I met Ashley about 11 years ago while I was on a student exchange in the US. She was 22 at the time, and I spent many an afternoon at her house because I was good friends with her younger sister Hannah, who was in the same grade as me. They were the first to expose me to the TV series «Friends» and took me to Youth Group at their church, something I was wholly unfamiliar with. After my return to Switzerland, we loosely kept in touch by following each other on social media and sometimes commenting on each other’s pictures. Even though it became visible to both of us that we belonged to vastly different political camps (with me posting about queer rights and intersectional feminism and her very recently posting in favor of the overturning of Roe v. Wade), we never unfollowed each other.

For this edition of Zollfreilager, I was interested in approaching the topic of «Andere Augen» quite literally: I wanted to find out what the world looked like through a wholly different pair of eyes, preferably belonging to someone who truly offered another perspective.

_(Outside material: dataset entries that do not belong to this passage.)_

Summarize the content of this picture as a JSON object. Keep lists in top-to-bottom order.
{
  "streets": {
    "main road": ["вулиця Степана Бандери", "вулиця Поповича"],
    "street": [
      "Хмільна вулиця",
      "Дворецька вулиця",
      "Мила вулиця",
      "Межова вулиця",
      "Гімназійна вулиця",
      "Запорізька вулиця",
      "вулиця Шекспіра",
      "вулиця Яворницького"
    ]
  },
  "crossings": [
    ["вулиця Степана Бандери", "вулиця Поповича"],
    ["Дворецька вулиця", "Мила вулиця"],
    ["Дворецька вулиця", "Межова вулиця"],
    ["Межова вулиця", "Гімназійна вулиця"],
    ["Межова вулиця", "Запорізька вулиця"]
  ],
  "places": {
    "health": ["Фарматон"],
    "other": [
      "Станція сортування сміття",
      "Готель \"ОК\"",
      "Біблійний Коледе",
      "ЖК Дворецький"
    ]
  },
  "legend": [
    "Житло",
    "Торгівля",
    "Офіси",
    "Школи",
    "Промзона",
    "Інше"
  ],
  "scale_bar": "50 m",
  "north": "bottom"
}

I wanted to talk to someone who would be willing to help me understand where their opinions stemmed from, and I needed it to be someone who wouldn’t judge me for my own thoughts. Ashley agreed immediately to have this sensitive conversation with me. We sat down on zoom together with the idea that if it should be an interview, then from both sides. Exposing yourself to someone who doesn’t share your opinions comes easier when you’re not the only one doing it.

The following is a condensed transcript of the long conversation we had about our upbringings, religion, politics and education. There isn’t a clear end as it wasn’t an argument – neither one of us tried to convince the other of something. The script you have before you is therefore to be read as an unfinished exploration, while we are looking to set a date for the next zoom call.

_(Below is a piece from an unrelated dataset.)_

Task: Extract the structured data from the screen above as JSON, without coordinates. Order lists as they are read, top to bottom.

LIVIA: Let’s start by describing our living situations – How and where do you live?

ASHLEY: We live in a large home in Pennsylvania in the USA. It’s a beautiful large stone house, where we live in the upstairs and my in-laws in the downstairs. We moved here in December of 2020. The house is situated on 2.4 acres, and we live beside a very busy road, so it’s noisy outside which is a bit problematic, but it’s a beautiful place to live.

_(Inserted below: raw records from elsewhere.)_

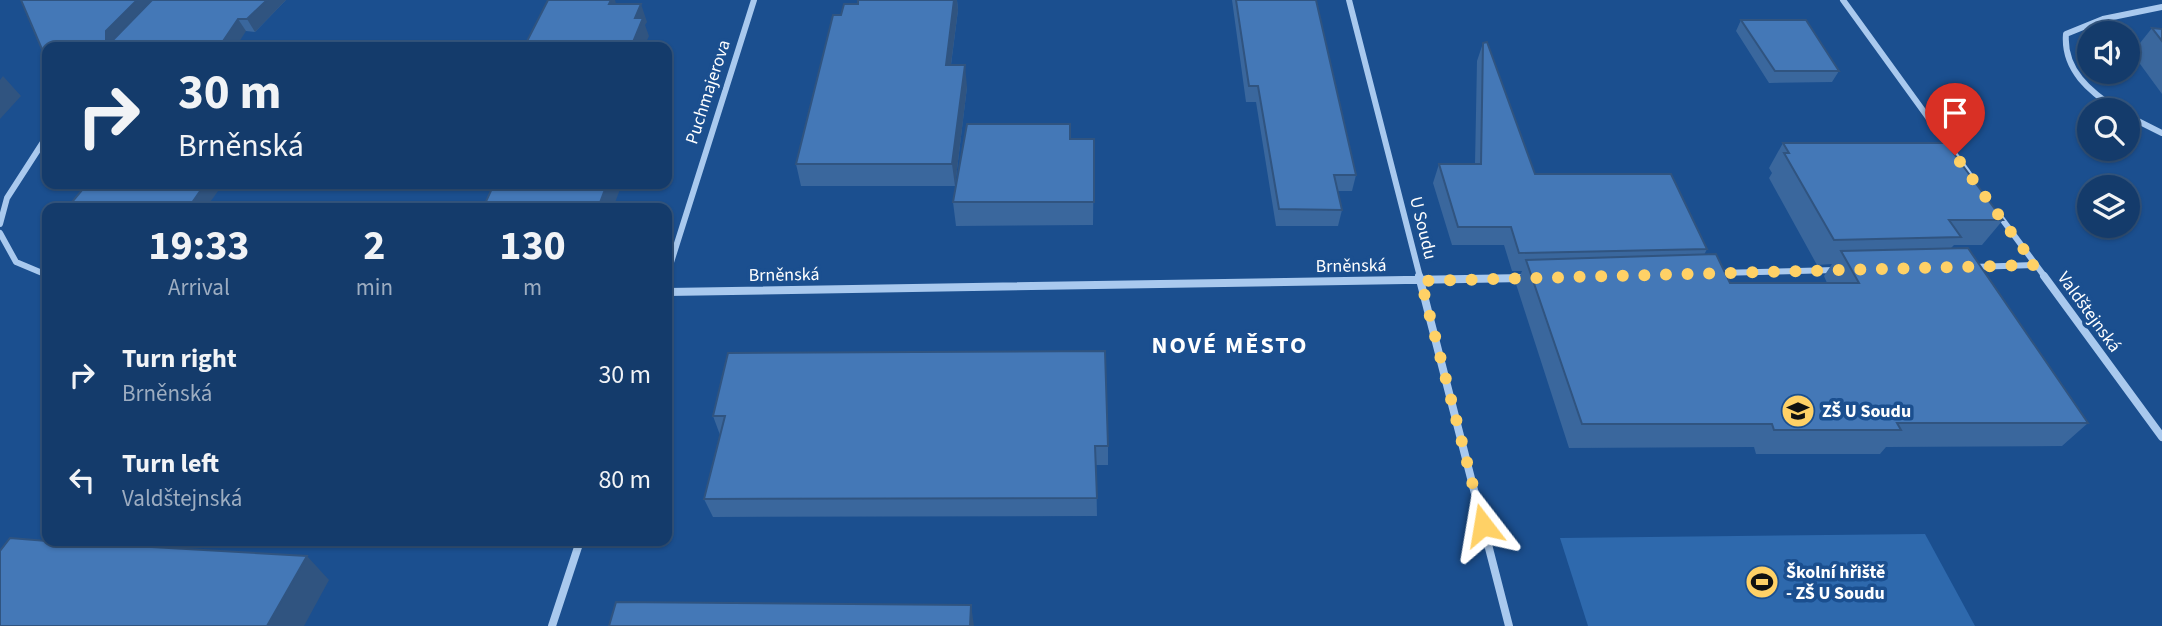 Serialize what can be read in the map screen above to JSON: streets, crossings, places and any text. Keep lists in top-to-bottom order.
{
  "streets": {
    "street": [
      "Puchmajerova",
      "U Soudu",
      "Brněnská",
      "Valdštejnská"
    ]
  },
  "crossings": [
    ["U Soudu", "Brněnská"]
  ],
  "districts": ["NOVÉ MĚSTO"],
  "places": {
    "school or university": ["ZŠ U Soudu"],
    "sports": ["Školní hřiště - ZŠ U Soudu"]
  },
  "page": {
    "turn": ["30 m", "Brněnská"],
    "eta": [
      "19:33",
      "Arrival",
      "2",
      "min",
      "130",
      "m"
    ],
    "list": [
      {
        "name": "Turn right",
        "note": "Brněnská",
        "value": "30 m"
      },
      {
        "name": "Turn left",
        "note": "Valdštejnská",
        "value": "80 m"
      }
    ]
  }
}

Do you own or do you rent?

We own. Well, we mortgage (laughs). And even after we pay off the mortgage we pay taxes on the land, and if we don’t pay the taxes, the state gets to come and take our house. So I think we never really own our land.

Who do you live with?

I live with my husband, Kevin, and our two little boys, Finn and Rowan. They’re ages six and four. My husband’s parents, Mike and Jackie, moved in with us last June.

Why do you choose to live with them?

Well, first of all we love them and we want to take care of them when the time comes. Right now they’re taking care of us, helping with the kids. And we love the idea of multi-generational living, it’s a very rich environment. My in-laws differ from Kevin and me: We go to church, they don’t. I don’t want to call us conservative, but they have a democrat point of view and we don’t. But believe it or not, these were not difficult things to wade through.

So, tell me about how you live.

I live in a house in the capital of Switzerland, in Bern. The house is owned by my dad’s family, they’ve had it since the 1950ies. It’s in a part of town that used to be really industrial but lately they’ve started building a lot of living space. We are four parties that know each other but all have our own apartments in the house. The real life «Friends», if you will. My girlfriend and I live in our own apartment, then next door our two best friends have an apartment, and downstairs my brother and his best friend each have their apartments as well. Living with a sibling as a grown-up has surprisingly worked out nicely! What’s your relationship with your family like?

We were and are a close family. I love my siblings and get to see them most times on a weekly basis. My homelife as a child was pretty good. As I get older my view on my homelife shifts, but over all I know that my parents loved me and my siblings and that I felt safe.

Do you remember what ideals were especially important to your family when you were a child?

My parents instilled in us that family is very important. Whatever happens, you should always seek to reconcile and be there for each other. We were raised on Christian ideals. We went to church every Sunday: We started out in a Mennonite church, and then later we moved to Evangelical free.

Can you talk about what those different churches are like? I have no idea!

Yeah! I don’t know a whole lot about the Mennonite church. The beliefs they teach are pretty broad, but a basic character trait is Arminianism, in the sense that they believed that you could lose your salvation. And they were also characterized by the way they dressed: In most Mennonite churches I went to, you had to either wear a certain type of dress, or you were only allowed to wear skirts. The church I grew up in was more relaxed, I could wear pants. I remember when I was little my dad taught me «anything worth doing is worth doing for the Lord.» He said it while spraying the back of our camper bumper! He was painting it white, and I said to him: «Dad, you’re being so meticulous right now!» And he replied with: «Anything worth doing is worth doing for the Lord.» (laughs)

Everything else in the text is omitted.